次の瞬間、ボルケーノの周囲のあちこちから吹雪に紛れて、鋭い切っ先を持った何十本という巨大なつららが襲いかかってくる。



『クッ!!この魔法は・・・・ッ!!!』



そのつららをボルケーノが巨大な炎を自身の周りに生み出して全てを燃やし尽くすと、目の前には先ほどまでいなかった氷の化身が一人、静かに空に浮いている。


頭の先からつま先までが氷でできており、その海よりも深い青い瞳には、今は光が伴わず、表情も人形のように冷たく感情がない。





『やはり、お前だったか』


『ーーーーーー許さない』


『・・・・・イヴァーナ』








※※※※※※※※※※※







その頃、騎士院ではーーーーーーー。




「おはようございまぁ〜〜〜〜す!!!」


「おはようございます!って、あれ?今日はクローディア殿ではないんですね??」





入り口で出迎えるのは、いつでも背筋をピシッと伸ばして立つ、門番のマルコ。


その前には、いつものように大きな荷物を背中に背負った、いつもと違うシルエットの女性が立っていた。



「悪いね〜〜今日はこんなおばちゃんで!

クローディアちゃんは今日は用があるとかで、朝から出かけてるんだよ」


「おはようございます。確か、ステル・ララで働く、ハンナ殿であったか?」



そこに通りかかったのは、この騎士院の長であるジークフリート=ウルンリヒ。


そろそろクローディアが来る頃だと、部屋から出て迎えにきていたのだが。




「あら!嫌だよ〜〜団長さんったら!!

こんなおばちゃんの名前まで覚えてるなんて!相変わらずの色男ね〜♪」


「クローディア殿は何か、急な用事ですか?」



昨日は自分が仕事でバタバタしていたせいか、全くと言っていいほど彼女には会えなかった。


あの後、大丈夫だったかと気になっていたんだが。



「いえね、あたしには詳しくは言えないんだけど、どうしてもお願い!!って、代わりを頼まれてさ。大事な人の命が懸かってるの!!なんて、すごい必死に言うもんだからね〜〜」


「・・・・・そう、でしたか。わざわざここまで持ってきてくださり、ありがとうございました」


「いいのよ〜〜!たまには若い人のたくさんいるところで、栄養もらわないとね〜♪」




ハンナは上機嫌のまま、お弁当を配りに奥へとルンルンな様子で歩いて行く。




「・・・・なにか、あったのか??」



自室に戻ってきて、事務仕事に手をつけていても、気持ちが落ち着かずにイライラしてしまう。





「グレイ!!」


「ーーーーーはい。なんでしょうか?」


「今日、レオナルドは姿が見えないが、どうしたんだ??」





騎士院の中では、クローディアがいるところには必ずレオナルドがいる!というくらい、当たり前の光景になりつつあるらしいのに、昼の時間になってもレオナルドの姿が全く見えないとは。

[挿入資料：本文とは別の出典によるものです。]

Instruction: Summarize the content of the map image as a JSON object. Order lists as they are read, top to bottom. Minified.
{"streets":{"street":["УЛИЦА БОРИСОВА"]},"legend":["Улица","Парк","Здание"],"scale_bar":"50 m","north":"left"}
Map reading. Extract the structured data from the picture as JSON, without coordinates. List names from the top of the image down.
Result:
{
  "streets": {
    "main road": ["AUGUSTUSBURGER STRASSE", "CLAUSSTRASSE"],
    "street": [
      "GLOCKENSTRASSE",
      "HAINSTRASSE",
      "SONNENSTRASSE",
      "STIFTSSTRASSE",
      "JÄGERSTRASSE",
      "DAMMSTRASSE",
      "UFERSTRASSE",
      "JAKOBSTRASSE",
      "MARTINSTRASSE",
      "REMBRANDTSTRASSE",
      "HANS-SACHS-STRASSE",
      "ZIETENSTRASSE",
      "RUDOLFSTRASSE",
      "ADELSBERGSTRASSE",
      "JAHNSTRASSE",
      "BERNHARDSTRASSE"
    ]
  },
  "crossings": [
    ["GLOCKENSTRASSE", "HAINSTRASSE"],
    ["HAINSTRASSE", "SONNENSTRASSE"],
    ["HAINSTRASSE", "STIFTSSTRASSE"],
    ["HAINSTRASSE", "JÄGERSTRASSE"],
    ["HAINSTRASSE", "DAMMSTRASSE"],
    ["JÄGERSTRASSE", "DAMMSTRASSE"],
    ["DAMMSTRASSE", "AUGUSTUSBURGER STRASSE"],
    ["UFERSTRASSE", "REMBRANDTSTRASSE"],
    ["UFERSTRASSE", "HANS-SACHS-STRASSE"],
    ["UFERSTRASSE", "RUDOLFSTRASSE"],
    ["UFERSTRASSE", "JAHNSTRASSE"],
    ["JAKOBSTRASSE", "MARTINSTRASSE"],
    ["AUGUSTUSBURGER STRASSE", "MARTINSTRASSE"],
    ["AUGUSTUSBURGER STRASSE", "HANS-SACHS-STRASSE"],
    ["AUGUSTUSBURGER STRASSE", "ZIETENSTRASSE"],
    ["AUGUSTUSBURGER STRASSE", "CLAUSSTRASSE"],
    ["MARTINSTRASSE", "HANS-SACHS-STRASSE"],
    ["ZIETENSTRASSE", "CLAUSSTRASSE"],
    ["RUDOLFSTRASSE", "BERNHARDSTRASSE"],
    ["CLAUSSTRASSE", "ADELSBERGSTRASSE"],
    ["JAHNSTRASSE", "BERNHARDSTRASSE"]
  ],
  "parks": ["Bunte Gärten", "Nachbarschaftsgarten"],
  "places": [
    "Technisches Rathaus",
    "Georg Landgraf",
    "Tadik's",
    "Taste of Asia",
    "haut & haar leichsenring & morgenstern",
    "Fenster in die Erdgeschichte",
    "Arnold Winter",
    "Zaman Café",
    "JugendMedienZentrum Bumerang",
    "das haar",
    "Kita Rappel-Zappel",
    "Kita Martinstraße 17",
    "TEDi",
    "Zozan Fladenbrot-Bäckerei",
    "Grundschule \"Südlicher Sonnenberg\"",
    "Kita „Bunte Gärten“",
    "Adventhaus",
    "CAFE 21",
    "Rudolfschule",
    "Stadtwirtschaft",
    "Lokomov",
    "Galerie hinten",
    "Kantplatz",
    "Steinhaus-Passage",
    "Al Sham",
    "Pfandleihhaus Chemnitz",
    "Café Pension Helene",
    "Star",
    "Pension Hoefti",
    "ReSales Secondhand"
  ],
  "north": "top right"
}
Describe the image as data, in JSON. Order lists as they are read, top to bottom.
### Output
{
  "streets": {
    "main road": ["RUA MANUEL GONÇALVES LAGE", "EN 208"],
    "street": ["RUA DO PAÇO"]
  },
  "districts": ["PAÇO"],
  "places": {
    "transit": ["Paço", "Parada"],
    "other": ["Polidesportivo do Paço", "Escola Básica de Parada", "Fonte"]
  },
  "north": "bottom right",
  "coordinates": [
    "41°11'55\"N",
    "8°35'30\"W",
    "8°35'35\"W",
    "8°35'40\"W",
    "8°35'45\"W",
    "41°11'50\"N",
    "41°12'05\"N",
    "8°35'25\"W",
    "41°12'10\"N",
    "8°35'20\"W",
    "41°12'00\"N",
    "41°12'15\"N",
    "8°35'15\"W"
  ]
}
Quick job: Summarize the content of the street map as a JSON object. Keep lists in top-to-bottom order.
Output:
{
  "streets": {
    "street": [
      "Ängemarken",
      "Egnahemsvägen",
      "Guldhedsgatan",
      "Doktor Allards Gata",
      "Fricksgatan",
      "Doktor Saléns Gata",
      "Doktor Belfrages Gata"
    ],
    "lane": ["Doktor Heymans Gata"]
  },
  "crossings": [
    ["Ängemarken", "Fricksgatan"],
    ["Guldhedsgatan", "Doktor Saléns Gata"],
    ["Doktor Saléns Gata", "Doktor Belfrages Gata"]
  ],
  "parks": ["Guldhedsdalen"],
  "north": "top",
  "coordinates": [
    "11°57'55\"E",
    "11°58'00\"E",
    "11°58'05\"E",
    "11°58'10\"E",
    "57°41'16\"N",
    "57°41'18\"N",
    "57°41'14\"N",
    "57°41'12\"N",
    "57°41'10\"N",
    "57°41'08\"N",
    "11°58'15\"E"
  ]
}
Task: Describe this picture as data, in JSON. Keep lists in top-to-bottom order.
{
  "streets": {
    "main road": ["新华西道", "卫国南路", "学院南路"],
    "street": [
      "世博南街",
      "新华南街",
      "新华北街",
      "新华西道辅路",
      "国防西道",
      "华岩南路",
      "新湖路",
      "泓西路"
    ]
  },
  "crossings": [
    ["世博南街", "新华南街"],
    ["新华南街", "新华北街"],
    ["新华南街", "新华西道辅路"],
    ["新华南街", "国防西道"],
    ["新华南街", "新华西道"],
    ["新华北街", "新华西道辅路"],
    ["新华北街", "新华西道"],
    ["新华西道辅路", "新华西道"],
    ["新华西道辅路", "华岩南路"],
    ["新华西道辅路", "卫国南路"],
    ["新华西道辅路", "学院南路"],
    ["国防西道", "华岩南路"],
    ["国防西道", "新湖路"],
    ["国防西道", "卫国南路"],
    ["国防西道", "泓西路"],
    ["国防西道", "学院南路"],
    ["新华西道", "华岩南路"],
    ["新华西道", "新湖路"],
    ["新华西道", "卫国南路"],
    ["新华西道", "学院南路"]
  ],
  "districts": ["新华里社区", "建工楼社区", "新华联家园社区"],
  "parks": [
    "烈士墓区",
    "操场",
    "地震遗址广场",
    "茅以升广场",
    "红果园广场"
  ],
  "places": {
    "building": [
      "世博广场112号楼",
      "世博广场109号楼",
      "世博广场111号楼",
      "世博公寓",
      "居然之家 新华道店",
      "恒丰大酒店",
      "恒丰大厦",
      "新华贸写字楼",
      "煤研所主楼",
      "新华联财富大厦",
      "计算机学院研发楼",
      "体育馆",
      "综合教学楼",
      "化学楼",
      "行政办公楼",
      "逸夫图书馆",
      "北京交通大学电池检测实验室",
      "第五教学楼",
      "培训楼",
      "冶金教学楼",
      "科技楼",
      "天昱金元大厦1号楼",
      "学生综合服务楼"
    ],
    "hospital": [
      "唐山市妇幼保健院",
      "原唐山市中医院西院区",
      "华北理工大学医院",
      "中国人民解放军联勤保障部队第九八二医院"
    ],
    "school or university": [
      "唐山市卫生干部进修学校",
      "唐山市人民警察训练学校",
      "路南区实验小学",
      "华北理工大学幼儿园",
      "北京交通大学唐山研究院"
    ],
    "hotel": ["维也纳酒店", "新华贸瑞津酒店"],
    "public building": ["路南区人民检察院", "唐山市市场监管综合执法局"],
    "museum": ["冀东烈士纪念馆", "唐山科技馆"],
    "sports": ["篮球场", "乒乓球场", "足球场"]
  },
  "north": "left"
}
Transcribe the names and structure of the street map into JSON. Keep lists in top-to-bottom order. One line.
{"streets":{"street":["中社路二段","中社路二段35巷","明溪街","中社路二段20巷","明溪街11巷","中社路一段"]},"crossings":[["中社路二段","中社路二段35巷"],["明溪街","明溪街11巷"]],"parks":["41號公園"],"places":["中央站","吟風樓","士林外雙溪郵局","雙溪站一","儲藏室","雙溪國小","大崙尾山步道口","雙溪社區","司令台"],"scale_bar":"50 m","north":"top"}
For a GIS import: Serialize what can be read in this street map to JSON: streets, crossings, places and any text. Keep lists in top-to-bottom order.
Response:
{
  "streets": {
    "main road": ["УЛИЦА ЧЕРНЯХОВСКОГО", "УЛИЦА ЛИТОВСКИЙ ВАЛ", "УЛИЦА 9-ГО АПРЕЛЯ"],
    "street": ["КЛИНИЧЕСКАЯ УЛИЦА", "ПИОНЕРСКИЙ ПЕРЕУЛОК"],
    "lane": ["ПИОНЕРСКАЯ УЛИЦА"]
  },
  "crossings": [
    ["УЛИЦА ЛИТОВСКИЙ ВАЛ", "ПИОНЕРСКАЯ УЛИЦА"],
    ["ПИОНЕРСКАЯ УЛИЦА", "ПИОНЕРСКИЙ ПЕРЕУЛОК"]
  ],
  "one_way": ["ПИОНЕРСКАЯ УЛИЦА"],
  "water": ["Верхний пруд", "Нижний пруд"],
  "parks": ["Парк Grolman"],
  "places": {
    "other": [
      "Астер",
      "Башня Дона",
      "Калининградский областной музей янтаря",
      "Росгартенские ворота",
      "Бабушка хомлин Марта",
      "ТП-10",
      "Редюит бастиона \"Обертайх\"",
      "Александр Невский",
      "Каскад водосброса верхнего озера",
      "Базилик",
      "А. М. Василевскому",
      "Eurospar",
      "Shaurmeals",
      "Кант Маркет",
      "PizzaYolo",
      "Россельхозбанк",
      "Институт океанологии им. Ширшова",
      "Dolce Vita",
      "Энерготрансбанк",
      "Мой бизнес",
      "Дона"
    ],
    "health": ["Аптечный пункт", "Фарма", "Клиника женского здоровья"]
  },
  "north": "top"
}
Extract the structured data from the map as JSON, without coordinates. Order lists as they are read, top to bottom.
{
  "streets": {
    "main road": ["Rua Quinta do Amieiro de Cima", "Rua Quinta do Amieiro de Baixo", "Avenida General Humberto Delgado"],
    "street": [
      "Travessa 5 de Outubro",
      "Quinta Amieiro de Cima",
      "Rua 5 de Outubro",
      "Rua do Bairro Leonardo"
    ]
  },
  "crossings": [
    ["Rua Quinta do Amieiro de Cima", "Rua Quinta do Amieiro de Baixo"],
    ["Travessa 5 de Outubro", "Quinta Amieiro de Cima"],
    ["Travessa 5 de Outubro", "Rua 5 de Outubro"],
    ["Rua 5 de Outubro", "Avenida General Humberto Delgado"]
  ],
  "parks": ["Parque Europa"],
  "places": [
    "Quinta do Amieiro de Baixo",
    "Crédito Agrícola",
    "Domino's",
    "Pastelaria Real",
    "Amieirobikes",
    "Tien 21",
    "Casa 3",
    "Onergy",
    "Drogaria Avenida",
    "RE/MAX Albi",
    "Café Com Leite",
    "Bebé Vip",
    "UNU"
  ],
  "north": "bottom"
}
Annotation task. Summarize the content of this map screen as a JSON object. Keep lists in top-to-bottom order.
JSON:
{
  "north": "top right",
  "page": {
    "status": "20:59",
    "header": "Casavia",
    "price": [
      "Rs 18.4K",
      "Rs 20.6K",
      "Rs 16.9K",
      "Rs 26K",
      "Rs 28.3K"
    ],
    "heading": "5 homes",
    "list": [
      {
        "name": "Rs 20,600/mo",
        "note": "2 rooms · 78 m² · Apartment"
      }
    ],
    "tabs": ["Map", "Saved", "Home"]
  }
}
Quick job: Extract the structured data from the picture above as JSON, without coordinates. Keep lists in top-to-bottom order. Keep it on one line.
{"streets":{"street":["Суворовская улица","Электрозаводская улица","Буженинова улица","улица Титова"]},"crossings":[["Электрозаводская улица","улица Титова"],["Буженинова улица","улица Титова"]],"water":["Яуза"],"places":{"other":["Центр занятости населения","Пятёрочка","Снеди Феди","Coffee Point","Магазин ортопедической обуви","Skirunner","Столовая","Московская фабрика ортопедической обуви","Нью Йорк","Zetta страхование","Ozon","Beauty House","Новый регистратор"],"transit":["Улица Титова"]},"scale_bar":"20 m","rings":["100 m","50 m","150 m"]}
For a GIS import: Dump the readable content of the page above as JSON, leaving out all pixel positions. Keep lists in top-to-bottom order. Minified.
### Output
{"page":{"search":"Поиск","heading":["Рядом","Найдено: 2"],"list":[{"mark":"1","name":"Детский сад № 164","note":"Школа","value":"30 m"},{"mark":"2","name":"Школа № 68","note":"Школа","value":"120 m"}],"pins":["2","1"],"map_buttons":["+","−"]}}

「ーーーーーーレオナルドならば、今日・明日は珍しく休暇の申請をしていてお休みです」


「・・・・!?」





我が騎士院では、仕事で遠征等や戦が起こらない時期では、一年に何度か自らの希望で休みを取ることができる。


レオナルドは元々勤勉で休みを取ることは少なかったが、クローディアが騎士院に来ることになってからは、休みを取ること自体がなかった。





「・・・・・そうか、分かった」


「では、この出来上がっていると書類を提出して参りますね」


「あぁ、頼む」




山のように積み上がっていた書類の一山を抱えると、グレイは静かに部屋から出て行く。


何やら出て行く際にブツブツ小さな声で話していたが、あいにくと全く聞こえなかった。




「・・・・・・フゥ。なんなんだ?全く、このイライラは」



グレイが部屋を出てからしばらくたっても、まだ胸の奥のムカムカがおさまらない、




「疲れが溜まっているのかもしれないな」




一息ついてお茶でも入れようかと席を立つと、その瞬間、部屋の中に何かの気配を感じて、とっさに剣を身構える。




「・・・・な、なんだッ!?この異様な気配はッ!?」




全神経を集中させて辺りを見渡してみるが、誰もいない。




『ーーーーーーなさいね』



「だ、誰だッ!!??」




突然、聞き覚えのない女性の声が頭の中に響く。





『ごめんなさいね。私はーーーーの魔女。あなたをさらわせてちょうだい♪」


「ッ!!??」




声の響きが鳴り終わるとともに、団長のすぐ後ろの空間が円を書きながら丸く歪み始め、そのままあっという間に団長をたやすく飲み込んでしまう。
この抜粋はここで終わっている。